David Alexander is joint CEO of apropos
04 February 2021 2001 Views
The last year has been one which has focused attention on dealing with the immediate, the here and now, in a bid to get through these difficult months. For many landlords and property investors this may have been a period of simply trying to survive while for others it has been a time for growth. One of the largest groups to utilise the stamp duty holiday has been landlords seeking to expand their portfolio.
But for all landlords and property investors there has never been a better time for reflection, analysis, and planning to see where they go next. One thing the last few weeks and the rollout of the coronavirus vaccine have told us is that the pandemic is going to subside, in a matter of months rather than years and that the world will start to return to normal.
What that means is that landlords and investors who have, up until recently, been looking at the immediate and the short term will now have to look forward months and years. Given that there seems to be no delays predicted for the introduction of proposed legislative and regulatory changes in the market this means planning for new ways of managing your portfolio in a changing market.
More regulation can mean more cost but can also mean greater revenues. New rules are not always a negative and the customer, the tenant, is becoming pickier and, if they have options, they will vote with their feet. It is, therefore, incumbent on landlords and investors to keep ahead with the changes that are already here and for those which are coming through.

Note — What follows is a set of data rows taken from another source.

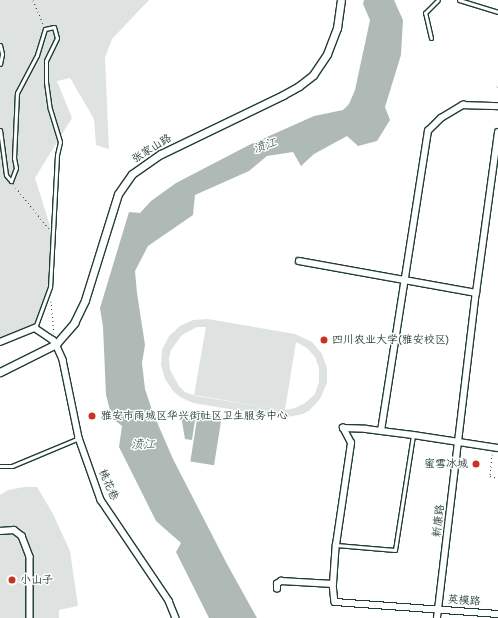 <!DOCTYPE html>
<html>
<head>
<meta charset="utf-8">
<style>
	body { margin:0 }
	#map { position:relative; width:498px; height:618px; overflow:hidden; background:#fff; font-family:Pangolin,"LXGW WenKai TC",sans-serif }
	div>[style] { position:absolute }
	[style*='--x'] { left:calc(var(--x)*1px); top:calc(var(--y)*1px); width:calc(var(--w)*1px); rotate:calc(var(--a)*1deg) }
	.green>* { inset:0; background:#dee3e2 }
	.water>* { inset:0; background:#afbab7; transform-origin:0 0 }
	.path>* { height:1px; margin-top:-0.5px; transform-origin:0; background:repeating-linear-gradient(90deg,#1f3d34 0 1px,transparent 0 4px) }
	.roads { filter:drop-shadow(1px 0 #1f3d34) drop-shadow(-1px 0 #1f3d34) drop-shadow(0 1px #1f3d34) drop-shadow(0 -1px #1f3d34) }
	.service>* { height:3px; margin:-1.5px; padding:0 1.5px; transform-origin:1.5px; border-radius:1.5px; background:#fff }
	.minor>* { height:5.5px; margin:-2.75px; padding:0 2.75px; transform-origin:2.75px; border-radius:2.75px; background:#fff }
	.tertiary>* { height:7px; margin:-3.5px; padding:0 3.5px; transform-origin:3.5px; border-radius:3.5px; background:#fff }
	.dots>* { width:11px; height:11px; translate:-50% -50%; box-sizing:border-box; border:2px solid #fff; border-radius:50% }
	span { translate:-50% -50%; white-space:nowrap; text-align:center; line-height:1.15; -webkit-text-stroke:3px #fff; paint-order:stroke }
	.street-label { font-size:11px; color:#1f3d34 }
	.poi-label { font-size:11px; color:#1f3d34 }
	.left { translate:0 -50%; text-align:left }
	.right { translate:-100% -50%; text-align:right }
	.water-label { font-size:12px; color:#4a625b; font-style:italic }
</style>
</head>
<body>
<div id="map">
	<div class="green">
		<i style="clip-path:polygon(0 0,149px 0,112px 39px,105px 58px,109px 149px,96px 145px,94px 119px,70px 78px,57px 81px,72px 118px,35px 178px,53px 235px,50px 287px,35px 328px,0 342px)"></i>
		<i style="clip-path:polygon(evenodd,208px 319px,295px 334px,312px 342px,322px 354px,327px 368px,327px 383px,320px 399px,310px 410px,303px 414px,282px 418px,193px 403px,180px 397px,173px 391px,165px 379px,161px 365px,162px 350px,169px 336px,180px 326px,193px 320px,208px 319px,197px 327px,206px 327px,194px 395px,283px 410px,196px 396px,185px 392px,179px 386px,170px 370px,169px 358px,171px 350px,182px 335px,197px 327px,208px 319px,296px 342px,307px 348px,315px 357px,319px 368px,319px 382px,315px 394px,305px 403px,295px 408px,285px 410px,296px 342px)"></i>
		<i style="clip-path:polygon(24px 487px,37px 487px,53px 514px,70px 551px,78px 606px,59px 610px,59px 618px,0 618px,0 495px,8px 490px)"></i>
	</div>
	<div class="water">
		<i style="clip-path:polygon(364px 0,394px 0,403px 20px,401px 55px,385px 107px,390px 120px,377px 141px,358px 146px,347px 136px,314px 154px,301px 166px,293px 152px,267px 156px,249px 171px,195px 195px,193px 215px,148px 246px,135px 271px,137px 293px,145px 345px,142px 363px,145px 389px,153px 413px,173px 459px,227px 564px,257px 618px,209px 618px,176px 552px,181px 543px,156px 521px,119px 447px,122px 426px,112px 418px,106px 395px,103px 327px,100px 308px,129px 212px,140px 213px,151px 201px,176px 183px,251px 144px,314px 116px,343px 110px,349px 104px,355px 90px,370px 20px,363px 4px)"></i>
		<i style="clip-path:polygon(180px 410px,196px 413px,192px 440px,185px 439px)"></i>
		<i style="left:198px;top:413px;width:24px;height:49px;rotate:9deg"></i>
	</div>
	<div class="path">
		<i style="--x:33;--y:0;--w:26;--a:67"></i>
		<i style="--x:497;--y:87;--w:3;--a:-72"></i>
		<i style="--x:13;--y:184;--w:58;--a:51.3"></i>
		<i style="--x:51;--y:301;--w:32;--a:85"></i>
		<i style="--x:492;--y:454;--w:22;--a:95"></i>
		<i style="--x:490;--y:476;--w:8;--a:14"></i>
	</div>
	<div class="roads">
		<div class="service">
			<i style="--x:459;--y:0;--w:41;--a:17.1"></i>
			<i style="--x:431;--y:38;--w:26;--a:-103"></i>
			<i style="--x:425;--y:13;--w:18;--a:-45"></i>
			<i style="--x:0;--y:45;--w:9;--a:77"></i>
			<i style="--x:2;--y:54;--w:10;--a:101"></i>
			<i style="--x:0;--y:130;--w:45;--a:82.4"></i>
			<i style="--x:6;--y:175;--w:8;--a:50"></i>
			<i style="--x:11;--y:181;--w:14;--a:-69"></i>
			<i style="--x:16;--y:168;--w:10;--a:-101"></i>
			<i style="--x:14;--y:158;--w:65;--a:-87.4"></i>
			<i style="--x:17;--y:93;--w:43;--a:-62.2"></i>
			<i style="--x:37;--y:55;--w:27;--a:-73"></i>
			<i style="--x:45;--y:29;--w:9;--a:-13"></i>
			<i style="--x:54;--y:27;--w:11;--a:75"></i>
			<i style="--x:57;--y:38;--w:25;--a:116"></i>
			<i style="--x:46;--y:61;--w:21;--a:90"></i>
			<i style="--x:46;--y:82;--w:27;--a:82"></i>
			<i style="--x:50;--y:109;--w:34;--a:73"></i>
			<i style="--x:60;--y:142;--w:13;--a:103"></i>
			<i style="--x:57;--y:155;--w:132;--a:93"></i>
			<i style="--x:50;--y:287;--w:44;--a:110.1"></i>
			<i style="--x:0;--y:466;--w:12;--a:0"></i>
			<i style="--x:12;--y:466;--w:73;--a:-22.7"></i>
			<i style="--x:336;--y:545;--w:59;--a:4.8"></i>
			<i style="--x:395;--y:550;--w:116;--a:-81.1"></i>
		</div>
		<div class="minor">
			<i style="--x:299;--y:261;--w:180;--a:10.2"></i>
			<i style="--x:0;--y:342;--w:38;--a:-22"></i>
			<i style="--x:35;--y:328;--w:22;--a:34"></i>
			<i style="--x:53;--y:340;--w:5;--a:53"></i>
			<i style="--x:56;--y:344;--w:17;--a:66"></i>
			<i style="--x:63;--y:360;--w:80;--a:78.4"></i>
			<i style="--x:79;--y:438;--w:66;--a:70.5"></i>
			<i style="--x:101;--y:500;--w:122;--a:56"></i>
			<i style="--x:169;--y:601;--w:18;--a:68"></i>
			<i style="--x:381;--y:431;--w:304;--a:-81.1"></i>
			<i style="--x:428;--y:131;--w:18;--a:-45"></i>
			<i style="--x:441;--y:118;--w:26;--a:-31"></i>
			<i style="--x:463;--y:105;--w:35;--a:2"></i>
			<i style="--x:0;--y:531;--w:14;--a:-4"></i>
			<i style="--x:14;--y:530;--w:10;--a:37"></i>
			<i style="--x:22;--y:536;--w:22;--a:69"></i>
			<i style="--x:30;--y:557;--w:61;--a:90"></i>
			<i style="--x:333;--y:584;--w:39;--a:-86"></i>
			<i style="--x:336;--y:545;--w:103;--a:-81.6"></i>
			<i style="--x:351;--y:443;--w:17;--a:-118"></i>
			<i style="--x:343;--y:428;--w:23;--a:2"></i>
			<i style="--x:366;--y:429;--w:47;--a:7.3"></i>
			<i style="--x:413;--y:435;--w:86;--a:8.7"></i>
			<i style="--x:277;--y:589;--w:5;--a:-90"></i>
			<i style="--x:277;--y:584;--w:5;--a:-37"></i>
			<i style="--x:281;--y:581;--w:52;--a:3.3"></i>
			<i style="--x:333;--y:584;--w:18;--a:84"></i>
			<i style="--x:335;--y:602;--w:163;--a:4.2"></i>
			<i style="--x:437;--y:618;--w:327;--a:-83.2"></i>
			<i style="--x:476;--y:293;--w:162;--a:-82.2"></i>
		</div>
		<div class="tertiary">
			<i style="--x:0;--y:372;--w:63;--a:-26.6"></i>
			<i style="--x:56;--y:344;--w:28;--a:-49"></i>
			<i style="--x:74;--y:323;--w:25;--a:-64"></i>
			<i style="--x:85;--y:300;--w:111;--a:-72.7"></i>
			<i style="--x:118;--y:194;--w:24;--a:-55"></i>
			<i style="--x:132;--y:174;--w:35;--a:-35"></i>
			<i style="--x:161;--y:154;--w:136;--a:-25.8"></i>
			<i style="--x:283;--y:95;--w:18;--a:-29"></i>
			<i style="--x:299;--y:86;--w:18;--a:-38"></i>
			<i style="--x:313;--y:75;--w:25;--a:-56"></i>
			<i style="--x:327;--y:54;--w:28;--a:-69"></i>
			<i style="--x:337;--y:28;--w:28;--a:-82"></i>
		</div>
	</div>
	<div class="dots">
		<i style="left:324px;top:340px;background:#c8321e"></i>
		<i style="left:92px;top:416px;background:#c8321e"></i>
		<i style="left:476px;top:464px;background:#c8321e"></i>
		<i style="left:12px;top:580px;background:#c8321e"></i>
	</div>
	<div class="street-label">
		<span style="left:152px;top:149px;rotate:-32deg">张家山路</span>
		<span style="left:108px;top:485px;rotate:67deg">桃花巷</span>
		<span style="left:439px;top:521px;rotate:-83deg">新康路</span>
		<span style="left:464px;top:601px;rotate:4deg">英模路</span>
	</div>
	<div class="poi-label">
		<span class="left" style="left:332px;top:340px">四川农业大学(雅安校区)</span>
		<span class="left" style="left:101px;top:416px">雅安市雨城区华兴街社区卫生服务中心</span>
		<span class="right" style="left:468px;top:464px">蜜雪冰城</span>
		<span class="left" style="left:20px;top:580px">小山子</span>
	</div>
	<div class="water-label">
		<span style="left:265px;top:146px;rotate:-19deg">𣸣江</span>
		<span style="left:143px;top:445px">𣸣江</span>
	</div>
</div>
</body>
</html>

The much heralded and greatly anticipated Electrical Safety Standards regulations become applicable to existing tenancies from 1st April and the Government has given no indication that this date will be put back due to the pandemic. Having an Electrical Inspection Condition Report (EICR) is mandatory for all properties let after June 2020. There may be exceptions if access is difficult but, in general, this is a regulation that must be adhered to.
Further legislation is coming on evictions, on tenure, on notice periods all of which have the potential to penalise landlords and investors who are not on top of the regulatory and legislative changes. Ignorance is no excuse for landlords and investors who have a duty to adhere to these rules and, while many may have not thought about these things over the last year, they are all coming in the immediate future and require attendance in the next few months. For many landlords and investors this may be the tipping point which makes them seek help by using a letting agent. It simply depends on the individual and how much time and effort they are willing to give but it is clear that the legislative and regulatory issues surrounding the private rented sector are increasingly difficult and are going to become more complex in the future.
This should also be a time for reviewing all aspects of being a landlord and property investor. Financing for the private rented sector has undergone major changes in the last year and all owners should look at their borrowings, their terms, and any conditions to determine whether they are getting the best deal. Any good letting agent should be able to assist with advice and information on this aspect of the market but it is essential that all landlords regularly review their financing to ensure they are getting best value.
It is also a good time to examine the structure of your business and how it is operated. With a potential substantial increase in capital gains tax (CGT) predicted there are tax efficient ways to structure your business to limit your liability and maximise your returns. Again, a good agent will be able to help with this or the individual landlord or investor can do this themselves.
All landlord and investors should be looking at where they, and the private rental market, will be in the next five years. Despite the occasional messages of doom and gloom about the private rented sector the truth is that it is here to stay, is the second largest provider of homes in the UK and is an essential part of the property market.
Landlords and investors need to plan for the future of this market to ensure they are financially viable, compliant with the legislation and regulations, have an effective online system to keep up to date records, communicate effectively with tenants, and monitor payments, repairs, and relevant data. This can be implemented individually or through an appropriate letting agent but either way there is little doubt that despite all of the changes that have come and will be coming the private rented sector remains an important and profitable part of the UK’s housing sector now and in the future.